**Assignment**. Exactly as written, set down the lines from the top of the entries through the line bearing "width:72px; height:72px; display:grid;", with every picture left out.

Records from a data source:

========================================================================

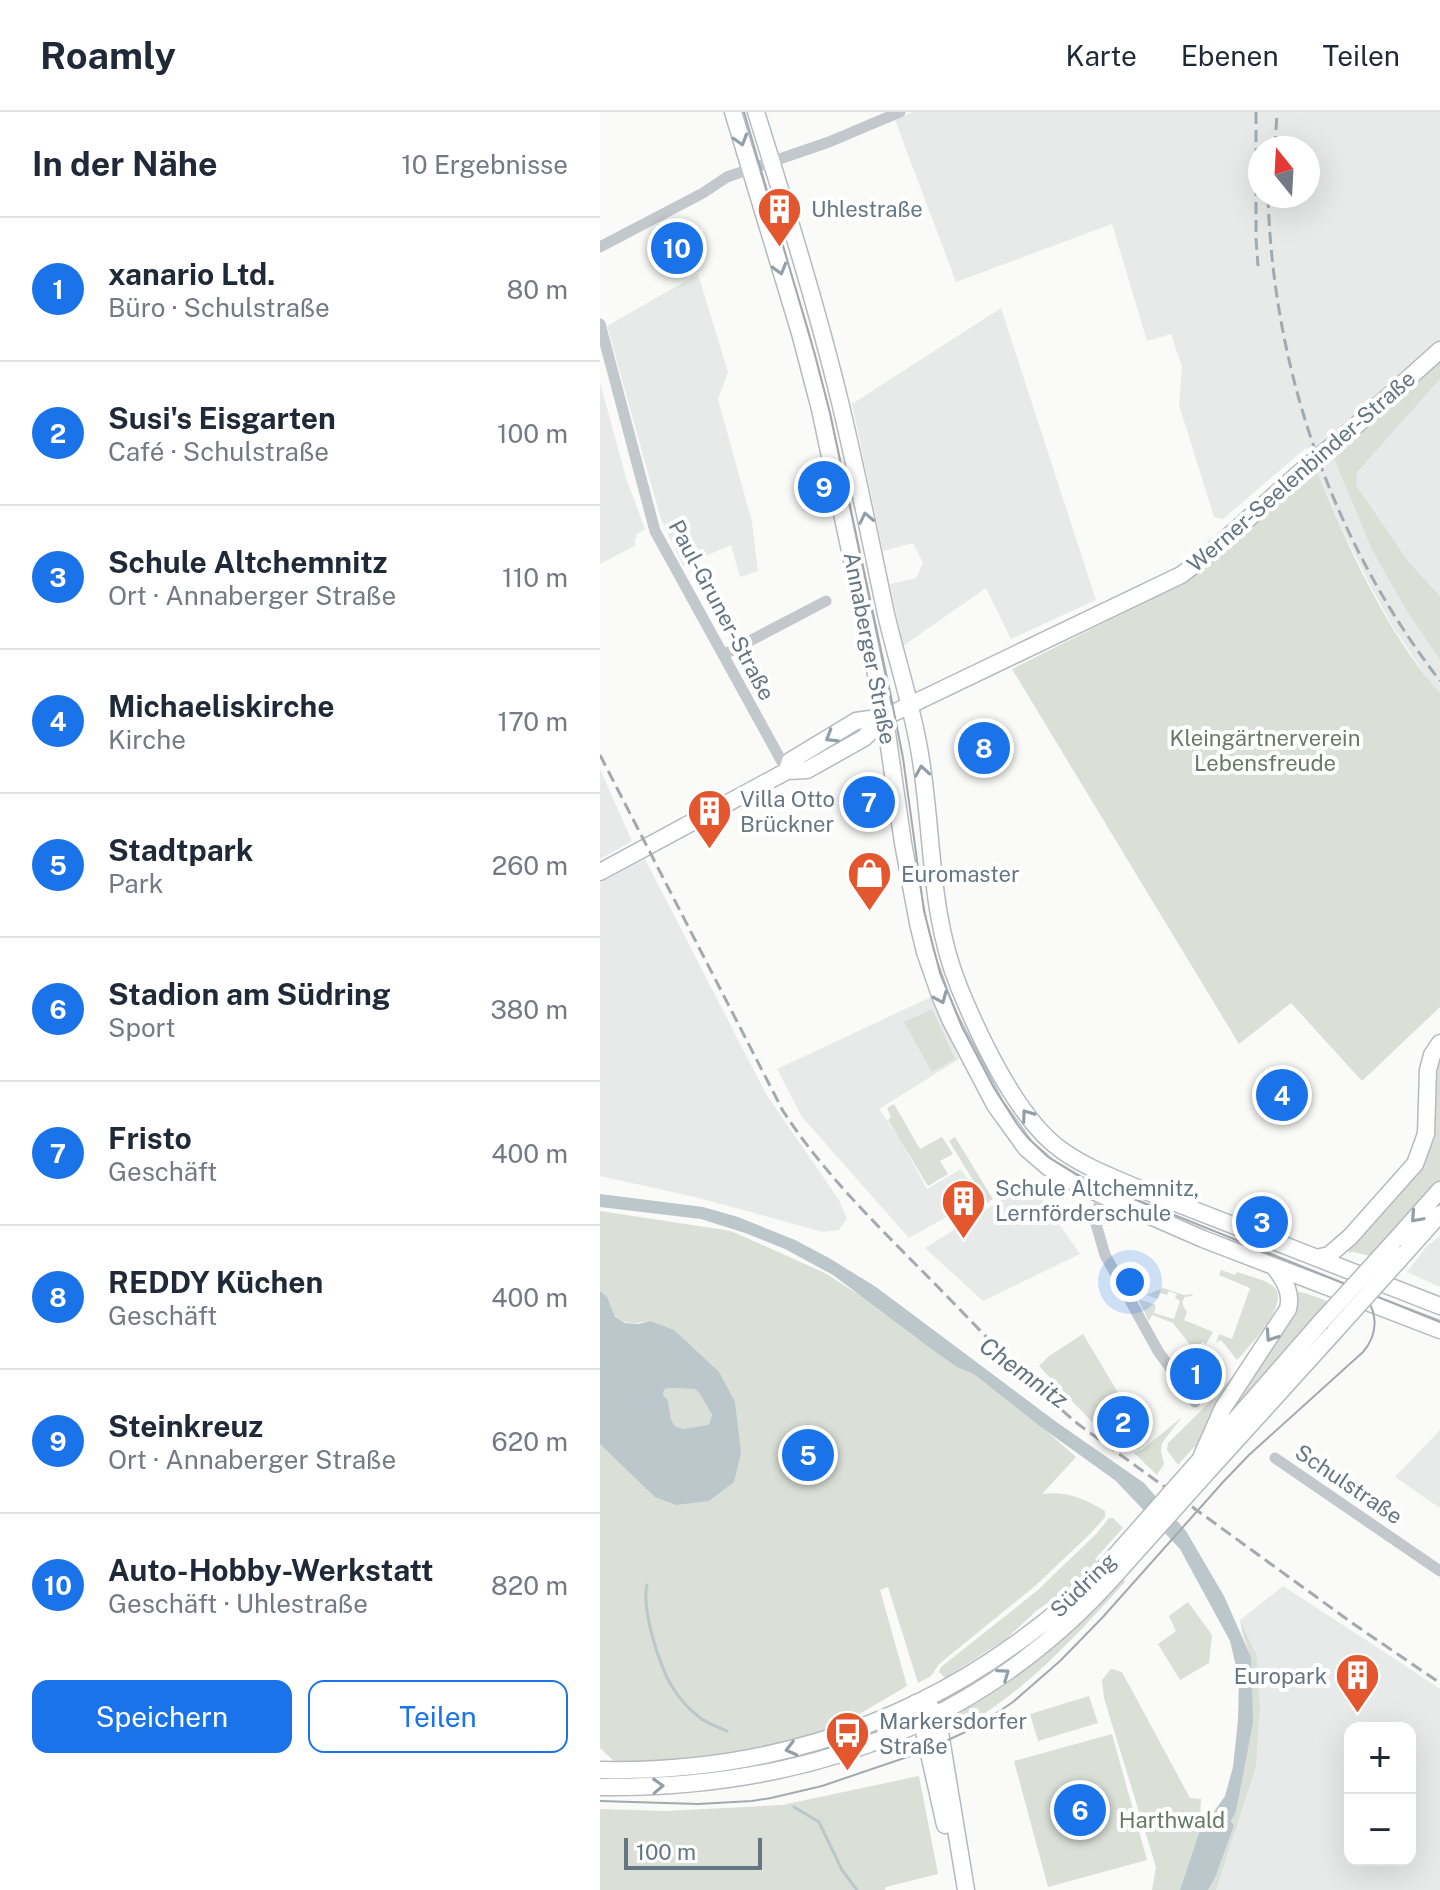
<!DOCTYPE html>
<html lang="de">
<head>
<meta charset="utf-8">
<style>
	:root { --surface:#fff; --page:#f2f2f3; --text:#1f2937; --muted:#747a83; --line:#e0e1e3; --accent:#1a73e8 }
	body { margin:0; font-family:"Public Sans",sans-serif; background:var(--page); color:var(--text) }
	.controls { position:absolute; right:24px; bottom:24px; display:grid; overflow:hidden; border-radius:16px; box-shadow:0 8px 32px #0002 }
	.controls button { width:72px; height:72px; display:grid; place-items:center; padding:0; border:0; border-bottom:2px solid var(--line); background:var(--surface); color:var(--text); font:40px sans-serif }
	.compass { position:absolute; left:648px; top:24px; width:72px; height:72px; border-radius:50%; background:var(--surface); box-shadow:0 8px 32px #0002; rotate:342deg }
	.scale { position:absolute; left:24px; bottom:20px; width:138px; box-sizing:border-box; padding-left:8px; border:4px solid #657683; border-top:0; font-size:22px; line-height:28px; white-space:nowrap; color:#657683; -webkit-text-stroke:6px #fff; paint-order:stroke }
	.you { position:absolute; left:530px; top:1170px; width:28px; height:28px; margin:-20px; border:6px solid #fff; border-radius:50%; background:#1a73e8; box-shadow:0 0 0 12px #1a73e833 }
	.badge { display:grid; place-items:center; width:52px; height:52px; border-radius:50%; background:var(--accent); color:#fff; font-size:26px; font-weight:700 }
	.pin { position:absolute; translate:-50% -50%; border:4px solid #fff; box-shadow:0 2px 8px #0006 }
	.list { margin:0; padding:0; list-style:none }
	h2 { display:flex; justify-content:space-between; align-items:center; height:104px; margin:0; padding:0 32px; font-size:34px }
	h2 small { font-size:26px; font-weight:400; color:var(--muted) }
	.list li { display:grid; grid-template-columns:52px 1fr auto; gap:24px; align-items:center; box-sizing:border-box; height:144px; padding:0 32px; border-top:2px solid var(--line) }
	.list b { display:block; font-size:30px; white-space:nowrap }
	.list p { margin:0; font-size:26px; white-space:nowrap; color:var(--muted) }
	.list em { font-size:26px; font-style:normal; color:var(--muted) }
	.actions { display:flex; gap:16px; padding:24px 32px }
	.actions a { flex:1; padding:18px 0; border:2px solid var(--accent); border-radius:16px; text-align:center; font-size:28px; color:var(--accent) }
	.actions .main { background:var(--accent); color:#fff }
	.map { position:relative; flex:none; width:840px; height:1778px; overflow:hidden }
	header { display:flex; align-items:center; gap:48px; box-sizing:border-box; height:112px; padding:0 40px; background:var(--surface); border-bottom:2px solid var(--line) }
	header strong { font-size:38px }
	nav { display:flex; gap:44px; margin-inline-start:auto; font-size:28px }
	main { display:flex }
	aside { flex:1; background:var(--surface) }
	.map>svg:first-child { display:block }
	.built { fill:#e8e9e9; fill-rule:evenodd }
	.green { fill:#dadfd7 }
	.water { fill:#bbc7cb; fill-rule:evenodd }
	.lines { fill:none; stroke-linecap:round; stroke-linejoin:round }
	.stream { stroke:#bbc7cb; stroke-width:3 }
	.secondary-casing { stroke:#b3babf; stroke-width:19 }
	.primary-casing { stroke:#b5babe; stroke-width:19 }
	.minor { stroke:#c3c8cc; stroke-width:11 }
	.secondary { stroke:#fff; stroke-width:16 }
	.primary { stroke:#fff; stroke-width:16 }
	.tram { stroke:#a2aab0; stroke-width:2 }
	.rail { stroke:#a2aab0; stroke-width:3; stroke-dasharray:12 6; stroke-linecap:butt }
	.primary-bridge-casing { stroke:#b5babe; stroke-width:19; stroke-linecap:butt }
	.primary-bridge { stroke:#fff; stroke-width:16 }
	.oneway { stroke:#939fa8 }
	.labels { text-anchor:middle; dominant-baseline:central; stroke-width:8; stroke-linejoin:round; paint-order:stroke }
	.poi-label { font-size:22px; fill:#657683; stroke:#fff; text-anchor:start }
	.street-label { font-size:22px; fill:#657683; stroke:#fff }
	.park-label { font-size:22px; fill:#687a64; stroke:#fff }
	.water-label { font-size:24px; font-style:italic; fill:#60757c; stroke:#fff }
</style>
</head>
<body>
<header>
<strong>Roamly</strong>
<nav><a>Karte</a><a>Ebenen</a><a>Teilen</a></nav>
</header>
<main>
<aside>
<h2>In der Nähe<small>10 Ergebnisse</small></h2>
<ul class="list">
<li><span class="badge">1</span><div><b>xanario Ltd.</b><p>Büro · Schulstraße</p></div><em>80 m</em></li>
<li><span class="badge">2</span><div><b>Susi's Eisgarten</b><p>Café · Schulstraße</p></div><em>100 m</em></li>
<li><span class="badge">3</span><div><b>Schule Altchemnitz</b><p>Ort · Annaberger Straße</p></div><em>110 m</em></li>
<li><span class="badge">4</span><div><b>Michaeliskirche</b><p>Kirche</p></div><em>170 m</em></li>
<li><span class="badge">5</span><div><b>Stadtpark</b><p>Park</p></div><em>260 m</em></li>
<li><span class="badge">6</span><div><b>Stadion am Südring</b><p>Sport</p></div><em>380 m</em></li>
<li><span class="badge">7</span><div><b>Fristo</b><p>Geschäft</p></div><em>400 m</em></li>
<li><span class="badge">8</span><div><b>REDDY Küchen</b><p>Geschäft</p></div><em>400 m</em></li>
<li><span class="badge">9</span><div><b>Steinkreuz</b><p>Ort · Annaberger Straße</p></div><em>620 m</em></li>
<li><span class="badge">10</span><div><b>Auto-Hobby-Werkstatt</b><p>Geschäft · Uhlestraße</p></div><em>820 m</em></li>
</ul>
<div class="actions"><a class="main">Speichern</a><a>Teilen</a></div>
</aside>
<div class="map">
<svg width="840" height="1778" viewBox="0 0 840 1778">
	<rect width="100%" height="100%" fill="#fafaf8"/>
	<path class="built" d="M312,0h528v250l-106,97 38,91 34,60 34,50v33l-13,-15 -34,-51 -20,-36 -32,-64 -34,-80 -84,72 -9,-2 -35,-112 3,-38 -11,-33 -24,7 -35,-117 -156,58 -61,-162zM660,36h48v48h-48z
		M98,162l30,98 -10,27 34,123 6,49 -18,6 -9,-32 -48,21 -23,-50 -53,-190z
		M401,196l95,292 -85,39 -25,-51 -83,58 -13,-62 26,-6 7,-15 -10,-20 -30,8 -31,-147z
		M840,267v217l-32,-35 -52,-76 -1,-6 2,-7 14,-18z
		M0,270l26,96 19,51 -9,6v3l-2,3 2,4 -36,19z
		M0,657l32,72 -32,18z
		M45,747l121,235 73,106 8,19 -8,11 -16,2 -128,-35 -95,-21v-293z
		M331,885l28,62 -80,50 22,32 26,48 34,-20 19,29 -71,40 -107,-121 -25,-48z
		M430,1070l50,72 -97,47 -58,-53z
		M840,1124v51l-33,-15 20,-26z
		M840,1318v78l-45,-31z
		M683,1474l103,67 54,36v201h-224l40,-123 4,-60 -3,-51 -17,-36zM750,1616h60v132h-60z"/>
	<path class="green" d="M840,250v17l-83,93 -1,13 52,76 32,35v64l-34,-50 -34,-60 -38,-91z
		M716,356c29,74 71,166 124,225v314l-78,74 -71,-78 -52,41 -227,-375 163,-82z
		M332,897l23,50 -23,13 -28,-50z
		M840,931v147l-69,66 -18,-4 -4,1v-8l66,-81z
		M294,992l26,45 22,-12 11,17 -13,7 8,13 -20,12 -40,-66 3,-3 -4,-9z
		M355,1025l38,62 -6,4 -38,-62z
		M0,1099l131,20 94,42 154,99 97,85 -34,37c24,-3 43,5 63,17v6l-14,16 -56,53 -96,78 -8,12 -13,7 -30,-96 -8,3 27,96 -73,43 -53,17 -94,16h-72l-15,-14v-304l12,9 97,48 24,-19 2,-80 -85,-81c-16,3 -33,5 -40,-13 -3,-8 -3,-11 -10,-17z
		M621,1158l14,5 2,-3c11,4 27,7 36,14 20,15 -25,62 -36,74l-16,-20 -5,3 3,-9 13,5 18,-51 -31,-13z
		M563,1176l21,7 9,-1 -1,2 -7,1c-5,6 -1,10 2,15l-3,8 29,12 -7,12 -3,-2 -4,3 2,3 -3,7 -25,-32 -21,-8 -3,6 -11,-22 18,6 -2,8 20,6 6,-18 -5,-3 2,-4 -8,-3 -2,4 -7,-2 -2,6 -12,-4z
		M692,1179l13,2 25,9 -99,112 -1,-1z
		M483,1222l40,67 -19,15 36,32 -7,3 -5,-3 -36,-26 -53,-56 10,-10z
		M653,1240l-56,97 -3,-2 -16,18 -11,-15 1,-7 48,-47z
		M68,1276l27,1 5,5 12,21 -3,11 -26,3 -8,-3 -4,-6 -3,-20 -5,-5 1,-5z
		M582,1305l-20,26 -1,8 3,13 -7,11 -23,-22 9,-4z
		M509,1406h4l10,10 -28,31 2,2 -20,21 -42,30 -29,27 -61,39 -6,-6 2,-5 97,-77 59,-57z
		M520,1464l5,6c-52,57 -102,113 -170,149 0,-8 7,-14 5,-23z
		M588,1490l24,33 -3,28 -29,17 -22,-36 18,-13 -7,-15z
		M640,1508l17,36 3,51 -4,60 -40,123h-8l7,-12 19,-52 -3,-5 5,-9 16,-90 -1,-64 -8,-23z
		M511,1557l11,3 68,126 11,1 -2,34 -19,57h-28l4,-23 -52,-169 -2,-18z
		M489,1584l9,27 -60,18 -8,-27z
		M512,1622l35,126 -99,27 -34,-126z
		M319,1664l19,98 -52,13 -1,3h-285v-81l66,2 116,-6z"/>
	<path class="water" d="M0,1082l103,13 35,10 57,23 34,18 47,29 179,134 89,62 42,48 38,65 27,61 2,65 -17,90 -5,9 3,5 -19,52 -7,12h-28l19,-57 26,-37 8,-29 5,-47 1,-41 -9,-38 -50,-92 -64,-68 -75,-54 -67,-53 -17,-7 -20,-14 -104,-78 -48,-26 -40,-16 -44,-14 -101,-12z
		M0,1179l7,6 8,20 10,6 13,1 12,-3 24,9 45,42 16,30 6,51 -7,29 -25,19 -33,4 -21,-8 -55,-53zM68,1276l27,1 5,5 12,21 -3,10 -26,4 -8,-3 -4,-6 -3,-20 -5,-5 1,-5z"/>
	<g class="lines">
		<path class="stream" d="M47,1473c-6,24 13,83 26,103 6,10 17,22 26,29 7,6 19,10 28,14
			M194,1695l25,15 23,48 15,20"/>
		<defs>
			<path id="secondary" d="M187,659l3,-10 66,-40 29,-4 296,-142 30,-23 94,-84 35,-28 100,-90
				M0,760l187,-101 20,-1 57,-32 21,-21
				M316,1591l14,4 7,7 29,176
				M325,1595l-3,15 23,103"/>
			<path id="primary" d="M133,0l67,221 20,76 64,303 19,131 15,80 7,29 16,46 10,23 44,84 31,43 22,19 29,17 126,55 237,91
				M156,0c30,96 60,192 84,290 17,70 31,142 46,212 10,43 24,86 32,129 16,81 9,166 41,244 20,49 58,131 101,162 23,17 49,27 75,38l305,119
				M792,1132l48,-54
				M807,1139l33,-37
				M717,1146l12,-3 21,-18 65,-73 11,-30 2,-64 4,-15 8,-12
				M609,1338l111,-127
				M600,1348l23,-52 65,-99c4,-16 -3,-28 -13,-41
				M610,1357l125,-138
				M0,1658c150,3 292,-37 414,-125 34,-24 65,-50 93,-80
				M0,1675c202,2 381,-60 517,-214"/>
		</defs>
		<use href="#secondary" class="secondary-casing"/>
		<use href="#primary" class="primary-casing"/>
		<path class="minor" d="M0,135l103,-54 24,-16 102,-35 71,-30
			M0,212l55,207 132,240
			M123,543l103,-54
			M503,1084l-7,17v11l9,31 53,96 37,51
			M675,1346l165,113"/>
		<use href="#secondary" class="secondary"/>
		<use href="#primary" class="primary"/>
		<path class="tram" d="M144,0l71,243 15,58 60,279 13,66 21,153 16,62 22,54 32,61 23,36 10,13 21,20 32,20 360,145
			M0,1689l98,3 54,-3 19,-3 51,-12 100,-34 54,-25 37,-25 47,-41 42,-43 122,-137 25,-26 114,-103c17,-20 15,-44 -4,-63"/>
		<path class="rail" d="M656,0v127l2,27
			M675,36l2,-36
			M668,84c5,175 65,346 172,485
			M0,643l183,356c43,66 100,120 154,175 46,47 91,96 141,138l277,201 85,58"/>
		<defs>
			<path id="primary-bridge" d="M720,1211l72,-79
				M735,1219l72,-80
				M507,1453l93,-105
				M517,1461l93,-104"/>
		</defs>
		<use href="#primary-bridge" class="primary-bridge-casing"/>
		<use href="#primary-bridge" class="primary-bridge"/>
	</g>
	<defs><path id="oneway-chevron" d="M-2-3.5L2.5 0L-2 3.5" fill="none" stroke-width="1.6" stroke-linecap="round" stroke-linejoin="round" transform="scale(2)"/></defs>
	<g class="oneway">
		<use href="#oneway-chevron" transform="translate(141 28) rotate(73)"/>
		<use href="#oneway-chevron" transform="translate(180 157) rotate(74)"/>
		<use href="#oneway-chevron" transform="translate(266 406) rotate(-102)"/>
		<use href="#oneway-chevron" transform="translate(231 625) rotate(149)"/>
		<use href="#oneway-chevron" transform="translate(322 659) rotate(-99)"/>
		<use href="#oneway-chevron" transform="translate(341 886) rotate(67)"/>
		<use href="#oneway-chevron" transform="translate(427 1003) rotate(-126)"/>
		<use href="#oneway-chevron" transform="translate(816 1105) rotate(132)"/>
		<use href="#oneway-chevron" transform="translate(671 1224) rotate(124)"/>
		<use href="#oneway-chevron" transform="translate(404 1562) rotate(-35)"/>
		<use href="#oneway-chevron" transform="translate(191 1637) rotate(166)"/>
		<use href="#oneway-chevron" transform="translate(58 1674) rotate(-2)"/>
	</g>
	<defs>
		<symbol id="building-pin" viewBox="-11 -11 22 30"><path d="M0 17L-7.5 6A9.5 9.5 0 1 1 7.5 6Z" fill="#e4572e" stroke="#fff"/><path d="M-4-6H4V6H1V3H-1V6H-4ZM-2.5-4.3h1.7v1.8h-1.7ZM.8-4.3h1.7v1.8H.8ZM-2.5-1h1.7V.8h-1.7ZM.8-1h1.7V.8H.8Z" fill="#fff"/></symbol>
		<symbol id="shop-pin" viewBox="-11 -11 22 30"><path d="M0 17L-7.5 6A9.5 9.5 0 1 1 7.5 6Z" fill="#e4572e" stroke="#fff"/><path d="M-5-2.5h2.3a2.7 3.5 0 0 1 5.4 0H5L5.5 6h-11ZM-1.5-2.5h3a1.5 2.3 0 0 0-3 0Z" fill="#fff"/></symbol>
		<symbol id="bus-pin" viewBox="-11 -11 22 30"><path d="M0 17L-7.5 6A9.5 9.5 0 1 1 7.5 6Z" fill="#e4572e" stroke="#fff"/><path d="M-5-6H5V4H4V6H2V4H-2V6H-4V4H-5ZM-3.5-4V0h7V-4ZM-3.5 1.2v1.5H-2V1.2ZM2 1.2v1.5H3.5V1.2Z" fill="#fff"/></symbol>
	</defs>
	<g fill-rule="evenodd">
		<use href="#building-pin" x="154" y="72" width="51" height="69"/>
		<use href="#building-pin" x="84" y="674" width="51" height="69"/>
		<use href="#shop-pin" x="244" y="736" width="51" height="69"/>
		<use href="#building-pin" x="338" y="1064" width="51" height="69"/>
		<use href="#building-pin" x="732" y="1538" width="51" height="69"/>
		<use href="#bus-pin" x="222" y="1596" width="51" height="69"/>
	</g>
	<g class="labels">
		<g class="poi-label">
			<text x="211" y="97">Uhlestraße</text>
			<text x="140" y="687">Villa Otto<tspan x="140" dy="25">Brückner</tspan></text>
			<text x="301" y="762">Euromaster</text>
			<text x="395" y="1076">Schule Altchemnitz,<tspan x="395" dy="25">Lernförderschule</tspan></text>
			<text x="727" y="1564" text-anchor="end">Europark</text>
			<text x="279" y="1609">Markersdorfer<tspan x="279" dy="25">Straße</tspan></text>
		</g>
		<g class="street-label">
			<text transform="translate(701 359) rotate(-41)">Werner-Seelenbinder-Straße</text>
			<text transform="translate(122 498) rotate(62)">Paul-Gruner-Straße</text>
			<text transform="translate(270 536) rotate(79)">Annaberger Straße</text>
			<text transform="translate(749 1372) rotate(34)">Schulstraße</text>
			<text transform="translate(483 1473) rotate(-44)">Südring</text>
		</g>
		<g class="park-label">
			<text x="665" y="626">Kleingärtnerverein<tspan x="665" dy="25">Lebensfreude</tspan></text>
			<text x="572" y="1708">Harthwald</text>
		</g>
		<g class="water-label">
			<text transform="translate(424 1260) rotate(36)">Chemnitz</text>
		</g>
	</g>
</svg>
<div class="controls">
<button>+</button>
<button>−</button>
</div>
<svg class="compass" viewBox="-18 -18 36 36"><path d="M0-13l5 13h-10z" fill="#e53935"/><path d="M0 13l5-13h-10z" fill="#747a83"/></svg>
<div class="scale">100 m</div>
<div class="you"></div>
<div class="pin badge" style="left:596px;top:1262px">1</div>
<div class="pin badge" style="left:523px;top:1310px">2</div>
<div class="pin badge" style="left:662px;top:1110px">3</div>
<div class="pin badge" style="left:682px;top:983px">4</div>
<div class="pin badge" style="left:208px;top:1343px">5</div>
<div class="pin badge" style="left:480px;top:1698px">6</div>
<div class="pin badge" style="left:269px;top:690px">7</div>
<div class="pin badge" style="left:384px;top:636px">8</div>
<div class="pin badge" style="left:224px;top:375px">9</div>
<div class="pin badge" style="left:77px;top:136px">10</div>
</div>
</main>
</body>
</html>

========================================================================

**Response to the exercise**.
<!DOCTYPE html>
<html lang="de">
<head>
<meta charset="utf-8">
<style>
	:root { --surface:#fff; --page:#f2f2f3; --text:#1f2937; --muted:#747a83; --line:#e0e1e3; --accent:#1a73e8 }
	body { margin:0; font-family:"Public Sans",sans-serif; background:var(--page); color:var(--text) }
	.controls { position:absolute; right:24px; bottom:24px; display:grid; overflow:hidden; border-radius:16px; box-shadow:0 8px 32px #0002 }
	.controls button { width:72px; height:72px; display:grid; place-items:center; padding:0; border:0; border-bottom:2px solid var(--line); background:var(--surface); color:var(--text); font:40px sans-serif }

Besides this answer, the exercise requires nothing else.